In the past six years, existing-home prices have been slashed in half in the metro area, yet monthly rental rates have actually increased slightly.
With demand for rentals high in an area laden with foreclosures, rents have edged up even though landlords are paying far less than they did in the past to buy rental properties.
Orlando resident Carlos Ortiz said the relatively high rents that landlords are charging tenants to live in low-cost homes recently inspired him to leave his rental near Orlando International Airport and buy a Kissimmee-area house that, although almost double the size, costs just a few hundred dollars extra a month.
"Renting just didn't make sense any longer," said Ortiz, who moved into his new house last week.
The median rent for Metro Orlando was $833 in October, up a bit from $822 six years ago, according to a recent report by ALN Apartment Data Inc. Existing-home prices in Orange and Seminole counties, meanwhile, are $112,500 ? down sharply from a median price of $214,000 six years ago. And while property insurance has increased, property taxes have fallen.
"This is one of the most profitable times for landlords," said Tom Long, founder of the Osceola County Landlord Association. "Prices will stabilize and there will be a huge increase in foreclosures but, at the end of the day, if I can buy a property and can get it for a very good price, I can rent lower and still make a profit on my investment."
Two years ago, only 87 percent of the local market's rental homes and apartments were filled. Today, occupancy rates are running at 92 percent and have been heading in the direction of the heated years of 2005 and 2006, when developers were fast converting apartment complexes into condominiums and 96 percent of the remaining rentals were occupied, ALN reported.
With more prospective tenants vying for leases, rental deals are disappearing. The amount of free rent and the number of waived deposits being offered by apartment owners and others have dropped by half since mid-2009. And the number of apartment and rental-home owners offering such breaks has dropped from 53 percent two years ago to 39 percent as of October, according to ALN.
Anxious to tap this market, developers are now building apartment complexes, particularly in or near downtown Orlando. Anthony Crocco, who oversees Central and North Florida for the real estate research firm Metrostudy Inc., recently cautioned that the rental market should closely watch the addition of multifamily units to ensure the supply doesn't outrun demand.
Brian Phillipson, who owns about a half-dozen rental properties in the Maitland and Winter Park areas, said landlords used to have to wait about three years to start making money on a newly purchased property.
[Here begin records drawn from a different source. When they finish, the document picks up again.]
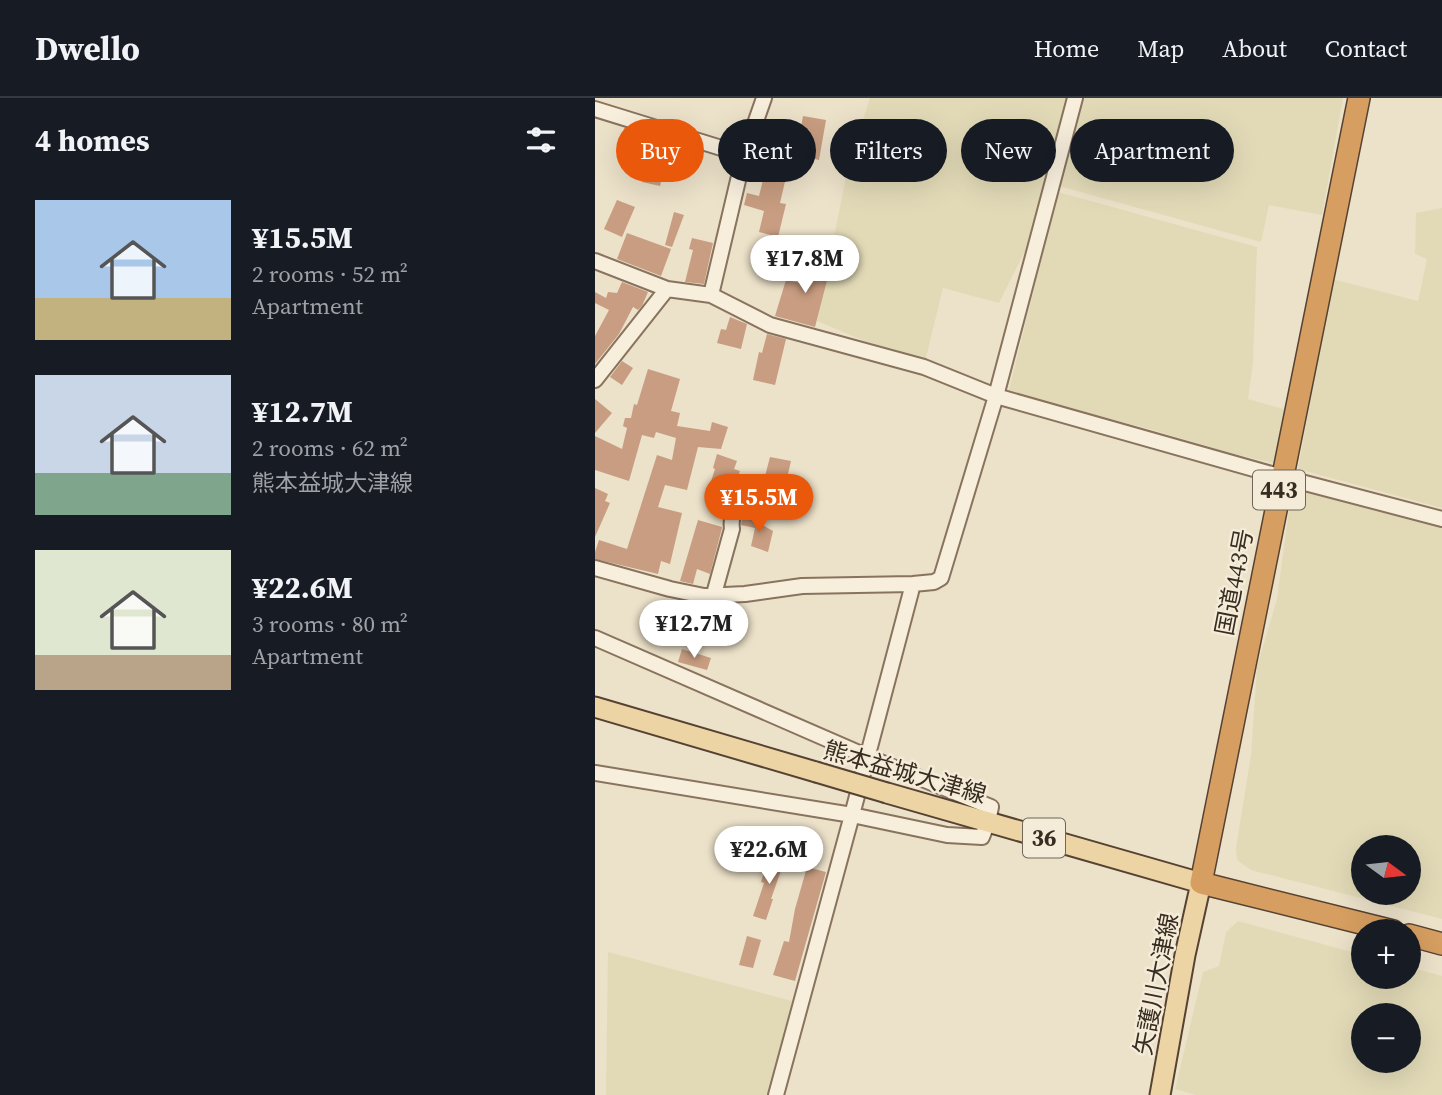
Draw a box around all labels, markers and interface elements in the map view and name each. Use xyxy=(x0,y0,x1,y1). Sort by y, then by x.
text: Dwello xyxy=(35,26,140,71)
text: Home xyxy=(1034,32,1099,65)
text: Map xyxy=(1137,32,1184,65)
text: About xyxy=(1222,32,1287,65)
text: Contact xyxy=(1325,32,1407,65)
chip: Buy xyxy=(616,119,704,182)
chip: Rent xyxy=(718,119,816,182)
chip: Filters xyxy=(830,119,947,182)
chip: New xyxy=(961,119,1056,182)
chip: Apartment xyxy=(1070,119,1234,182)
text: 4 homes xyxy=(35,120,150,161)
icon: filters xyxy=(522,121,560,159)
text: ¥15.5M xyxy=(252,217,353,258)
icon: home xyxy=(91,228,175,312)
pin: ¥17.8M xyxy=(748,236,862,295)
text: ¥17.8M xyxy=(766,242,844,274)
text: 2 rooms · 52 m² xyxy=(252,258,408,290)
text: Apartment xyxy=(252,290,363,322)
text: ¥12.7M xyxy=(252,391,353,432)
icon: home xyxy=(91,403,175,487)
text: 2 rooms · 62 m² xyxy=(252,432,408,464)
text: 熊本益城大津線 xyxy=(252,467,413,499)
road number: 443 xyxy=(1253,470,1305,510)
pin: ¥15.5M xyxy=(702,474,816,534)
text: ¥15.5M xyxy=(720,481,798,513)
street label: 国道443号 xyxy=(1207,526,1261,638)
text: ¥22.6M xyxy=(252,567,353,608)
icon: home xyxy=(91,578,175,662)
pin: ¥12.7M xyxy=(637,601,751,660)
text: ¥12.7M xyxy=(655,607,733,639)
text: 3 rooms · 80 m² xyxy=(252,608,408,640)
text: Apartment xyxy=(252,640,363,672)
street label: 熊本益城大津線 xyxy=(820,733,990,811)
road number: 36 xyxy=(1023,818,1065,858)
pin: ¥22.6M xyxy=(712,826,826,886)
text: ¥22.6M xyxy=(730,833,808,865)
north arrow xyxy=(1351,835,1421,905)
map controls xyxy=(1351,835,1421,1073)
street label: 矢護川大津線 xyxy=(1126,910,1186,1058)
button: + xyxy=(1351,919,1421,989)
button: − xyxy=(1351,1003,1421,1073)

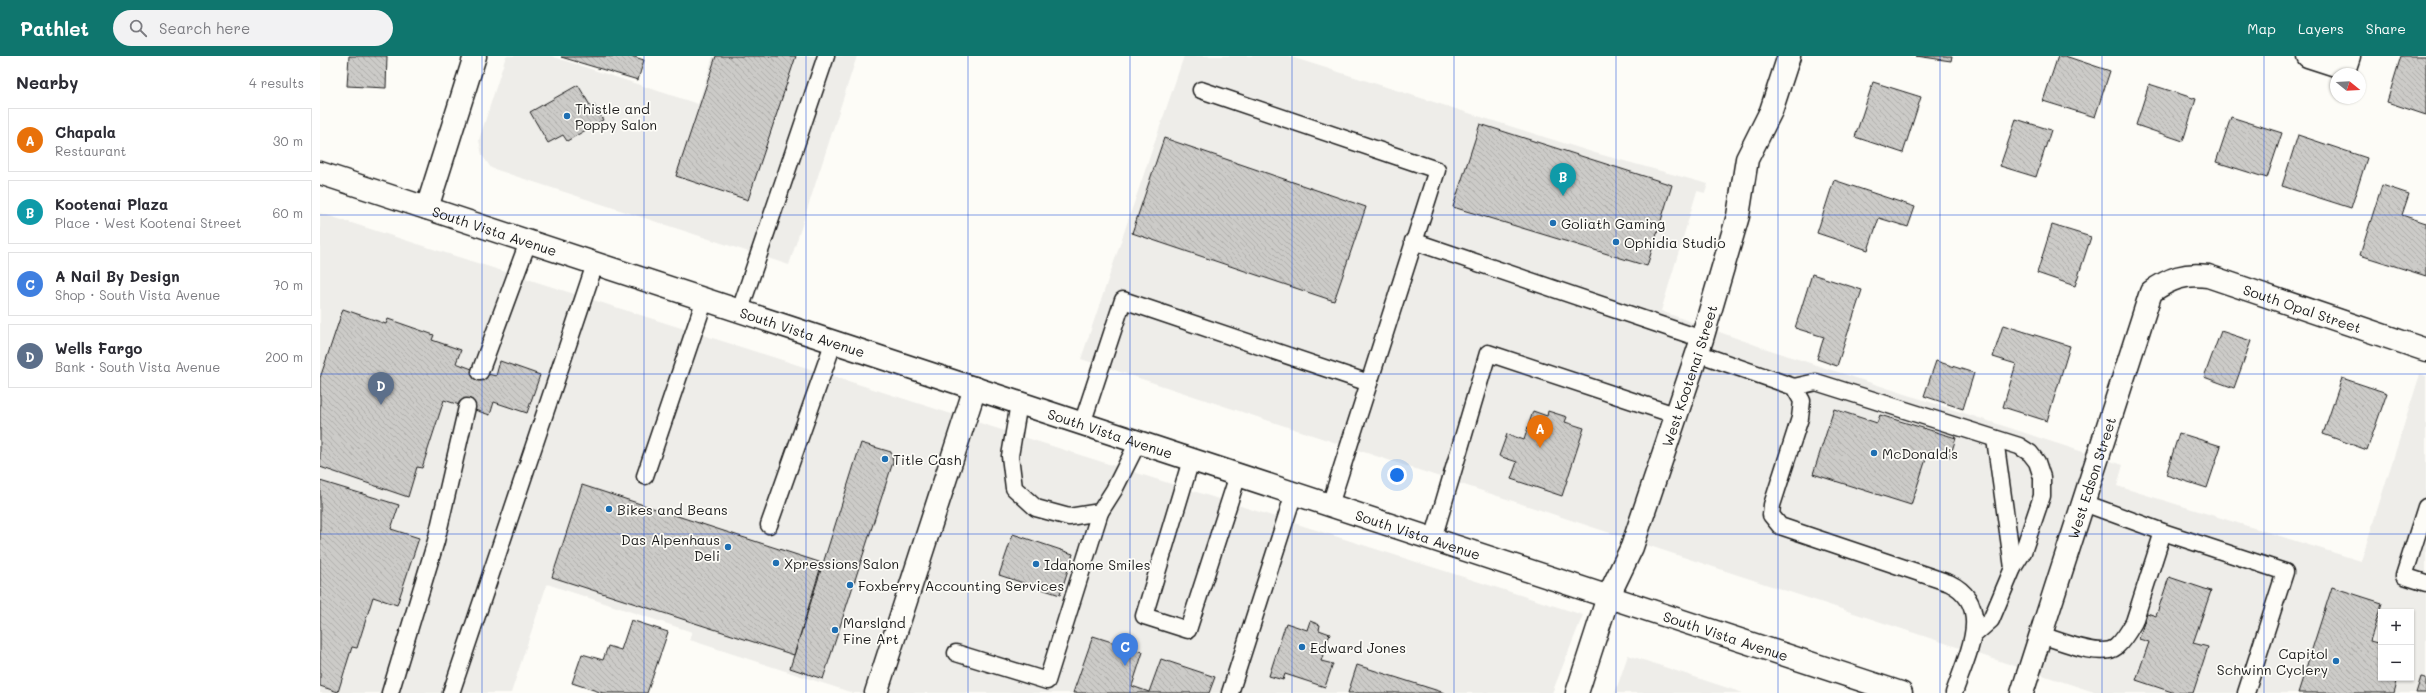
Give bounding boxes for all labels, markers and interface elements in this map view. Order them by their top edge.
search box [113,10,393,46]
text: Pathlet [20,16,89,41]
icon: search [127,17,149,39]
text: Search here [159,18,250,38]
text: Map [2247,19,2276,38]
text: Layers [2298,19,2344,38]
text: Share [2366,19,2406,38]
north arrow [2330,68,2366,104]
text: Nearby [16,71,78,93]
text: 4 results [249,74,304,91]
place label: Thistle and Poppy Salon [575,99,657,134]
marker: Thistle and Poppy Salon [562,111,572,121]
text: Chapala [55,122,116,142]
text: A [25,132,35,149]
text: 30 m [273,132,303,149]
text: Restaurant [55,142,126,159]
pin: B [1550,163,1576,196]
text: Kootenai Plaza [55,194,168,214]
street label: South Vista Avenue [430,201,560,260]
text: B [26,204,34,221]
text: 60 m [273,204,303,221]
text: Place · West Kootenai Street [55,214,242,231]
place label: Goliath Gaming [1561,214,1665,233]
marker: Goliath Gaming [1548,218,1558,228]
place label: Ophidia Studio [1624,233,1725,252]
marker: Ophidia Studio [1611,237,1621,247]
text: A Nail By Design [55,266,180,286]
text: C [25,276,35,293]
text: 70 m [273,276,303,293]
street label: South Opal Street [2241,279,2364,337]
text: Shop · South Vista Avenue [55,286,220,303]
street label: South Vista Avenue [738,302,867,361]
street label: West Kootenai Street [1657,303,1721,449]
text: Wells Fargo [55,338,142,358]
text: D [25,348,35,365]
text: 200 m [265,348,303,365]
text: Bank · South Vista Avenue [55,358,220,375]
pin: D [368,372,394,405]
street label: South Vista Avenue [1045,404,1175,462]
street label: West Edson Street [2063,414,2120,541]
pin: A [1527,415,1553,448]
place label: McDonald's [1882,444,1958,463]
marker: McDonald's [1869,448,1879,458]
place label: Title Cash [893,450,961,469]
marker: Title Cash [880,454,890,464]
your location [1387,465,1407,485]
place label: Bikes and Beans [617,500,728,519]
marker: Bikes and Beans [604,504,614,514]
street label: South Vista Avenue [1353,505,1483,564]
place label: Das Alpenhaus Deli [621,530,720,565]
marker: Das Alpenhaus Deli [723,542,733,552]
place label: Xpressions Salon [784,554,899,573]
place label: Idahome Smiles [1044,555,1151,574]
marker: Xpressions Salon [771,558,781,568]
marker: Idahome Smiles [1031,559,1041,569]
place label: Foxberry Accounting Services [858,576,1064,595]
marker: Foxberry Accounting Services [845,580,855,590]
street label: South Vista Avenue [1661,606,1791,665]
map controls [2378,609,2414,681]
button: + [2378,609,2414,645]
place label: Marsland Fine Art [843,613,906,648]
marker: Marsland Fine Art [830,625,840,635]
pin: C [1112,633,1138,666]
place label: Edward Jones [1310,638,1406,657]
marker: Edward Jones [1297,642,1307,652]
place label: Capitol Schwinn Cyclery [2217,644,2328,679]
button: − [2378,645,2414,681]
marker: Capitol Schwinn Cyclery [2331,656,2341,666]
But now, he said, the profits are almost immediate.
"Now the likelihood is double that you can have a positive cash flow," he said, "and there's been no problem renting."
The main obstacle for landlords looking to expand their holdings is that investors still have few financing alternatives and so are forced to pay cash. If banks would loosen their lending guidelines for investor-owners with strong credit histories, Phillipson said, those buyers would have more money available to acquire and improve foreclosed properties, which would help boost values in the neighborhood overall.
Phillipson also questioned Fannie Mae's policy of giving families and other occupant-owners first crack at buying foreclosed properties, ahead of investors. He conceded that neighborhoods may tend to flourish more with occupant-owners instead of transient renters but said anything is better than letting repossessed houses sit empty and rot.
During the housing boom, investors purchased single-family homes, condominiums and apartments with an eye toward flipping the properties for a quick resale and profit, said Stan Smith, a University of Central Florida finance professor. Today there is little appreciation but, with other investment earnings so meager, there is also a lowered expectation for returns, he said. In addition, he added, the rental income can be attractive.
"If you can get the same rents [as six years ago] and cut the purchase price [in half], you don't need the appreciation, especially for well-located properties," Smith said.